The roots of Alis, the latest Copenhagen Fashion Week calendar, may be new but deep. In 1996, Alis was started as a skate label out of Freetown, Christiania, and became a local fixture for their bold block letter logo and underground cred. The brand’s momentum had waned over the years 2023 when it was saved by Rains founders Philip Lotko and Daniel Brix Rather than a relaunch, it is the rewiring of Alis into something entirely different from Tobias Birk Nielsen’s creative at the helm and the tagline, ‘comeback culture’.
And no, it is not skatewear.
The opening look of Alis 2.0 set the tone: Jeans, a plaid shirt, a light wash denim jacket, leather boots, and white-rimmed Mod-inspired sunglasses. It was contemporary streetwear, denim core, and was no attempt at recreating the past but interpreting.
A Clean Slate with a Familiar Edge
Pernille Teisbaek waxed her expert styling touch over the pieces, ensuring they felt fresh. Extra-wide jeans with think, grunge infusing plaids and pinstripes reworked into casual sweats. It had a palpable ’90s feeling, not in a throwback way, but as a current transformation. It was black leather, yellow-washed denim, graffiti logos, and fantastically bold block belts, an air of streetwise. Lunar-like prints brought the edge to the collection.
Echoes of division, another CPHFW favorite, were some casting ‘nod and wink’ nods to rebellious youth and effortlessly cool. The front-row crowd took to the brand’s new tracksuits in a more Copenhagen-chic way.
A Tribute to the Past, A Nod to the Future
The show’s closing moment was a nod to Alis’s roots: May Andersen, the Danish supermodel whose face was once inked into a best-selling Alis skateboard, walked in logo tape. This reboot is a nod to the millennials who recall Alis’ original heyday, but it is for the digital generations that make do with the ’90s nostalgia, who dream of the 1990s but did not live.

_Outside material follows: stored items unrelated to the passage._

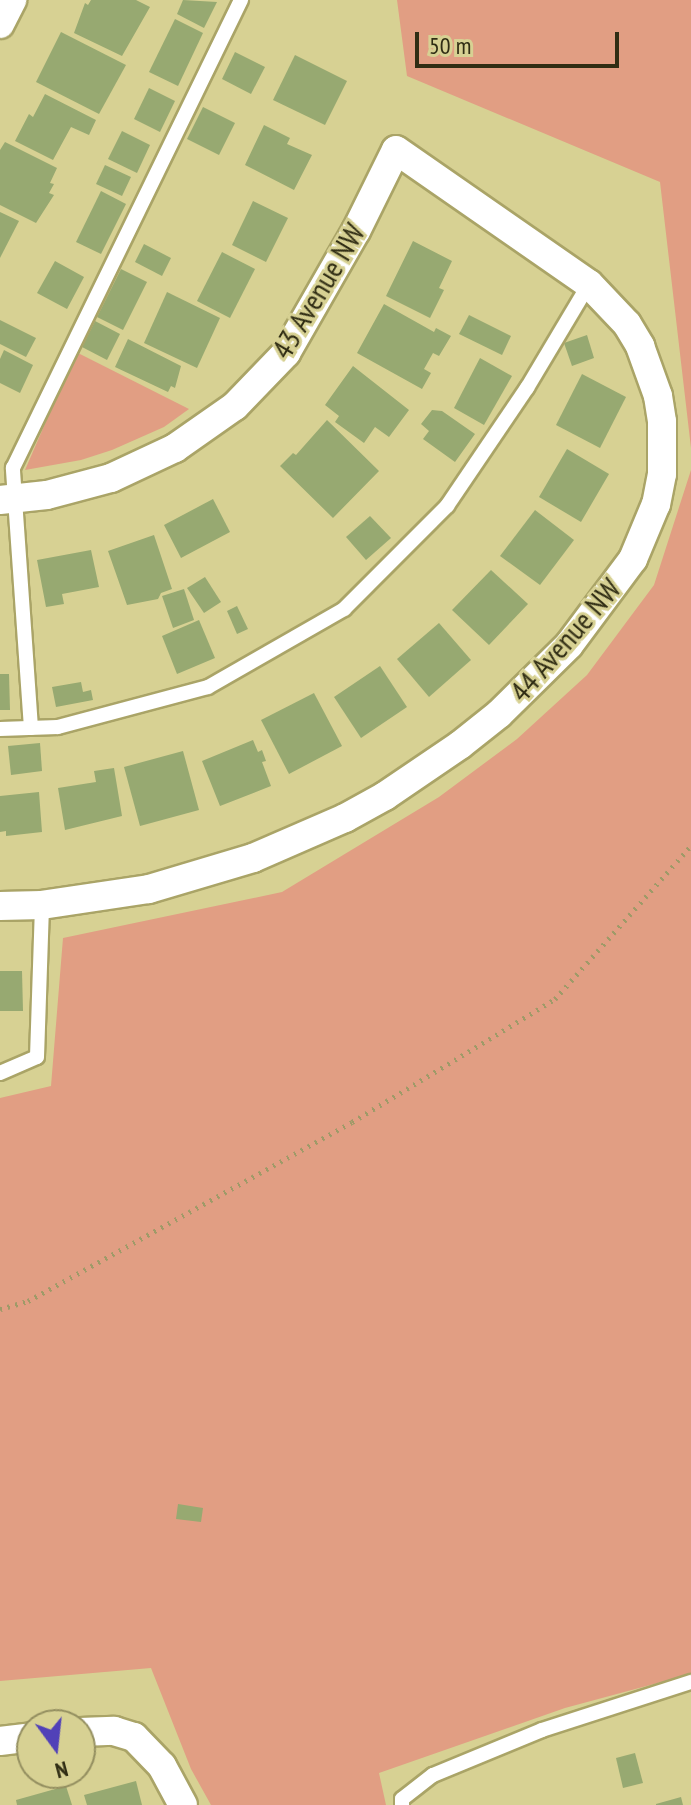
<!DOCTYPE html>
<style>
body{margin:0}
#map{position:relative;width:691px;height:1805px;overflow:hidden;background:#d7d193;font-family:"PT Sans Narrow",sans-serif}
div>[style]{position:absolute}
[style*='--x']{left:calc(var(--x)*1px);top:calc(var(--y)*1px);width:calc(var(--w)*1px);rotate:calc(var(--a)*1deg)}
.green>*{inset:0;background:#e19e83}
.building>*{inset:0;background:#97a971}
.path>*{height:5px;margin-top:-2.5px;transform-origin:0;background:repeating-linear-gradient(90deg,#9f9a68 0 2px,transparent 0 8px)}
.roads{filter:drop-shadow(2px 0 #aaa467) drop-shadow(-2px 0 #aaa467) drop-shadow(0 2px #aaa467) drop-shadow(0 -2px #aaa467)}
.service>*{height:14px;margin:-7px;padding:0 7px;transform-origin:7px;border-radius:7px;background:#fff}
.minor>*{height:28px;margin:-14px;padding:0 14px;transform-origin:14px;border-radius:14px;background:#fff}
span{translate:-50% -50%;white-space:nowrap;text-align:center;line-height:1.15;-webkit-text-stroke:6px #d7d193;paint-order:stroke}
.street-label{font-size:30px;color:#302d14}
.north{position:absolute;left:16px;top:1709px;width:80px;height:80px;box-sizing:border-box;background:#d7d193;border:2px solid #948f60;border-radius:50%;rotate:165deg;font-size:22px;font-weight:700;line-height:32px;text-align:center;color:#302d14}
.north::after{content:'';display:block;margin:auto;width:28px;height:36px;background:#5141b8;clip-path:polygon(50% 0,100% 100%,50% 72%,0 100%)}
.scale{position:absolute;left:415px;top:32px;width:204px;height:36px;box-sizing:border-box;border:4px solid #302d14;border-top:0;padding-left:10px;font-size:24px;line-height:28px;white-space:nowrap;color:#302d14;-webkit-text-stroke:6px #d7d193;paint-order:stroke}
</style>
<div id="map">
<div class="green">
<div style="clip-path:polygon(397px 0,691px 0,691px 448px,660px 182px,407px 76px)"></div>
<div style="clip-path:polygon(76px 352px,189px 409px,164px 427px,112px 450px,81px 460px,25px 470px)"></div>
<div style="clip-path:polygon(691px 470px,691px 1674px,565px 1708px,379px 1773px,386px 1805px,211px 1805px,191px 1769px,151px 1668px,0 1681px,0 1098px,51px 1086px,63px 938px,282px 892px,439px 797px,517px 739px,587px 675px,654px 585px)"></div>
</div>
<div class="building">
<div style="clip-path:polygon(91px 0,136px 0,150px 7px,122px 56px,74px 33px,85px 3px,88px 5px)"></div>
<div style="clip-path:polygon(183px 0,217px 2px,204px 28px,177px 14px)"></div>
<div style="clip-path:polygon(175px 19px,203px 33px,178px 86px,149px 72px)"></div>
<div style="clip-path:polygon(61px 32px,126px 65px,99px 114px,36px 82px)"></div>
<div style="clip-path:polygon(235px 52px,265px 67px,251px 94px,222px 79px)"></div>
<div style="clip-path:polygon(295px 55px,347px 81px,325px 125px,273px 100px)"></div>
<div style="clip-path:polygon(149px 88px,175px 101px,160px 132px,134px 119px)"></div>
<div style="clip-path:polygon(45px 94px,96px 120px,89px 135px,71px 127px,53px 160px,15px 141px,29px 114px,33px 117px)"></div>
<div style="clip-path:polygon(203px 107px,235px 123px,219px 155px,187px 139px)"></div>
<div style="clip-path:polygon(264px 125px,290px 138px,287px 144px,312px 155px,294px 190px,245px 165px)"></div>
<div style="clip-path:polygon(122px 131px,150px 145px,137px 173px,108px 159px)"></div>
<div style="clip-path:polygon(5px 142px,57px 168px,50px 183px,54px 184px,49px 193px,54px 195px,36px 223px,0 205px,0 150px)"></div>
<div style="clip-path:polygon(105px 165px,131px 177px,122px 196px,96px 184px)"></div>
<div style="clip-path:polygon(101px 191px,126px 204px,101px 254px,76px 242px)"></div>
<div style="clip-path:polygon(253px 201px,288px 218px,266px 262px,232px 245px)"></div>
<div style="clip-path:polygon(0 212px,19px 221px,0 258px)"></div>
<div style="clip-path:polygon(413px 241px,452px 261px,439px 288px,444px 290px,430px 318px,386px 296px)"></div>
<div style="clip-path:polygon(144px 244px,171px 258px,162px 276px,135px 262px)"></div>
<div style="clip-path:polygon(222px 252px,255px 269px,230px 318px,197px 301px)"></div>
<div style="clip-path:polygon(55px 261px,84px 277px,67px 309px,37px 293px)"></div>
<div style="clip-path:polygon(121px 269px,147px 282px,123px 330px,97px 317px)"></div>
<div style="clip-path:polygon(167px 292px,220px 318px,197px 368px,144px 343px)"></div>
<div style="clip-path:polygon(384px 304px,434px 332px,436px 328px,451px 336px,439px 356px,433px 353px,424px 369px,431px 373px,422px 389px,357px 353px)"></div>
<div style="clip-path:polygon(469px 315px,511px 336px,502px 355px,459px 334px)"></div>
<div style="clip-path:polygon(0 320px,36px 338px,26px 357px,0 344px)"></div>
<div style="clip-path:polygon(95px 321px,120px 334px,107px 360px,82px 347px)"></div>
<div style="clip-path:polygon(587px 335px,594px 358px,572px 366px,564px 343px)"></div>
<div style="clip-path:polygon(128px 339px,181px 366px,175px 388px,171px 386px,168px 392px,115px 367px)"></div>
<div style="clip-path:polygon(4px 350px,33px 365px,20px 393px,0 383px,0 359px)"></div>
<div style="clip-path:polygon(480px 358px,512px 376px,484px 425px,454px 408px)"></div>
<div style="clip-path:polygon(353px 366px,409px 410px,389px 437px,375px 427px,364px 443px,335px 422px,339px 416px,325px 405px)"></div>
<div style="clip-path:polygon(582px 374px,626px 397px,600px 448px,556px 425px)"></div>
<div style="clip-path:polygon(432px 410px,442px 411px,475px 434px,455px 462px,423px 439px,429px 431px,421px 424px)"></div>
<div style="clip-path:polygon(327px 420px,379px 471px,333px 518px,280px 466px,293px 453px,296px 455px)"></div>
<div style="clip-path:polygon(567px 449px,609px 474px,581px 522px,539px 497px)"></div>
<div style="clip-path:polygon(213px 499px,230px 532px,181px 558px,164px 525px)"></div>
<div style="clip-path:polygon(535px 510px,574px 540px,540px 585px,500px 556px)"></div>
<div style="clip-path:polygon(370px 516px,391px 538px,366px 560px,346px 537px)"></div>
<div style="clip-path:polygon(154px 535px,172px 589px,161px 593px,158px 599px,127px 605px,108px 551px)"></div>
<div style="clip-path:polygon(91px 550px,99px 587px,62px 594px,64px 604px,46px 607px,37px 560px)"></div>
<div style="clip-path:polygon(491px 570px,528px 604px,489px 645px,452px 610px)"></div>
<div style="clip-path:polygon(205px 577px,221px 602px,204px 613px,187px 588px)"></div>
<div style="clip-path:polygon(184px 589px,194px 620px,173px 628px,162px 596px)"></div>
<div style="clip-path:polygon(237px 606px,248px 629px,237px 634px,227px 611px)"></div>
<div style="clip-path:polygon(199px 620px,215px 658px,177px 674px,162px 636px)"></div>
<div style="clip-path:polygon(439px 623px,471px 660px,429px 697px,397px 659px)"></div>
<div style="clip-path:polygon(380px 666px,407px 707px,361px 738px,334px 697px)"></div>
<div style="clip-path:polygon(0 674px,9px 674px,10px 710px,0 710px)"></div>
<div style="clip-path:polygon(81px 682px,83px 692px,91px 690px,93px 700px,56px 707px,52px 687px)"></div>
<div style="clip-path:polygon(314px 693px,342px 746px,289px 774px,261px 720px)"></div>
<div style="clip-path:polygon(253px 740px,258px 752px,262px 750px,266px 761px,262px 762px,271px 786px,220px 806px,202px 761px)"></div>
<div style="clip-path:polygon(40px 743px,42px 771px,11px 775px,8px 746px)"></div>
<div style="clip-path:polygon(183px 751px,199px 810px,140px 826px,124px 767px)"></div>
<div style="clip-path:polygon(114px 768px,122px 816px,65px 830px,58px 788px,96px 782px,94px 771px)"></div>
<div style="clip-path:polygon(39px 792px,42px 832px,6px 836px,6px 831px,0 832px,0 796px)"></div>
<div style="clip-path:polygon(0 971px,22px 971px,23px 1011px,0 1011px)"></div>
<div style="clip-path:polygon(178px 1504px,203px 1508px,201px 1522px,176px 1519px)"></div>
<div style="clip-path:polygon(635px 1753px,643px 1783px,623px 1788px,616px 1758px)"></div>
<div style="clip-path:polygon(136px 1781px,142px 1805px,87px 1805px,84px 1795px)"></div>
<div style="clip-path:polygon(66px 1786px,72px 1805px,17px 1805px,16px 1800px)"></div>
<div style="clip-path:polygon(681px 1797px,683px 1805px,656px 1805px,656px 1804px)"></div>
</div>
<div class="path">
<div style="--x:0;--y:1309;--w:29;--a:-16"></div>
<div style="--x:28;--y:1301;--w:370;--a:-28.9"></div>
<div style="--x:352;--y:1122;--w:237;--a:-31.2"></div>
<div style="--x:555;--y:999;--w:205;--a:-48.4"></div>
</div>
<div class="roads">
<div class="service">
<div style="--x:31;--y:728;--w:261;--a:-94"></div>
<div style="--x:13;--y:468;--w:521;--a:-64.03"></div>
<div style="--x:0;--y:729;--w:58;--a:-2"></div>
<div style="--x:58;--y:727;--w:155;--a:-14.9"></div>
<div style="--x:208;--y:687;--w:157;--a:-29.8"></div>
<div style="--x:344;--y:609;--w:146;--a:-45"></div>
<div style="--x:447;--y:506;--w:143;--a:-55.9"></div>
<div style="--x:527;--y:388;--w:121;--a:-59.2"></div>
<div style="--x:0;--y:1073;--w:40;--a:-23.4"></div>
<div style="--x:37;--y:1057;--w:152;--a:-88.1"></div>
<div style="--x:402;--y:1805;--w:6;--a:-90"></div>
<div style="--x:402;--y:1799;--w:39;--a:-38"></div>
<div style="--x:433;--y:1775;--w:118;--a:-22.4"></div>
<div style="--x:542;--y:1730;--w:157;--a:-17.9"></div>
</div>
<div class="minor">
<div style="--x:0;--y:24;--w:27;--a:-63"></div>
<div style="--x:0;--y:500;--w:47;--a:-6.1"></div>
<div style="--x:47;--y:495;--w:66;--a:-14.9"></div>
<div style="--x:111;--y:478;--w:71;--a:-25.1"></div>
<div style="--x:175;--y:448;--w:73;--a:-35"></div>
<div style="--x:235;--y:406;--w:74;--a:-46.1"></div>
<div style="--x:286;--y:353;--w:141;--a:-60.2"></div>
<div style="--x:356;--y:231;--w:90;--a:-63.7"></div>
<div style="--x:396;--y:150;--w:235;--a:34.8"></div>
<div style="--x:589;--y:284;--w:55;--a:46.5"></div>
<div style="--x:627;--y:324;--w:26;--a:59"></div>
<div style="--x:640;--y:346;--w:53;--a:70.2"></div>
<div style="--x:658;--y:396;--w:26;--a:81"></div>
<div style="--x:662;--y:422;--w:52;--a:90"></div>
<div style="--x:662;--y:474;--w:31;--a:101"></div>
<div style="--x:656;--y:504;--w:60;--a:112.7"></div>
<div style="--x:633;--y:559;--w:107;--a:126.7"></div>
<div style="--x:569;--y:645;--w:98;--a:135.4"></div>
<div style="--x:499;--y:714;--w:50;--a:141.5"></div>
<div style="--x:460;--y:745;--w:91;--a:145.8"></div>
<div style="--x:385;--y:796;--w:46;--a:151.2"></div>
<div style="--x:345;--y:818;--w:100;--a:156.5"></div>
<div style="--x:253;--y:858;--w:109;--a:163.4"></div>
<div style="--x:149;--y:889;--w:108;--a:171.5"></div>
<div style="--x:42;--y:905;--w:42;--a:178.6"></div>
<div style="--x:80;--y:1732;--w:34;--a:-2"></div>
<div style="--x:114;--y:1731;--w:21;--a:17"></div>
<div style="--x:134;--y:1737;--w:40;--a:46"></div>
<div style="--x:162;--y:1766;--w:44;--a:61.7"></div>
<div style="--x:0;--y:1741;--w:32;--a:-7"></div>
</div>
</div>
<div class="street-label">
<span style="left:318px;top:291px;rotate:-59deg">43 Avenue NW</span>
<span style="left:565px;top:640px;rotate:-49deg">44 Avenue NW</span>
</div>
<div class="north">N</div>
<div class="scale">50 m</div>
</div>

Nielsen said, “It is a sincere, passionate thing to believe and pass on to a new generation. Alis is a platform for connection, where a new generation can find identity and belonging the same way past skaters.” Can a brand based on nostalgia actually form ongoing cultural bonds?
Alis’ comeback culture is a new fantasy, even if it is a reissue. And for it is working.
Sophia Walker is a fashion journalist who reports on the latest trends, events, and industry news, keeping readers informed about the dynamic world of fashion.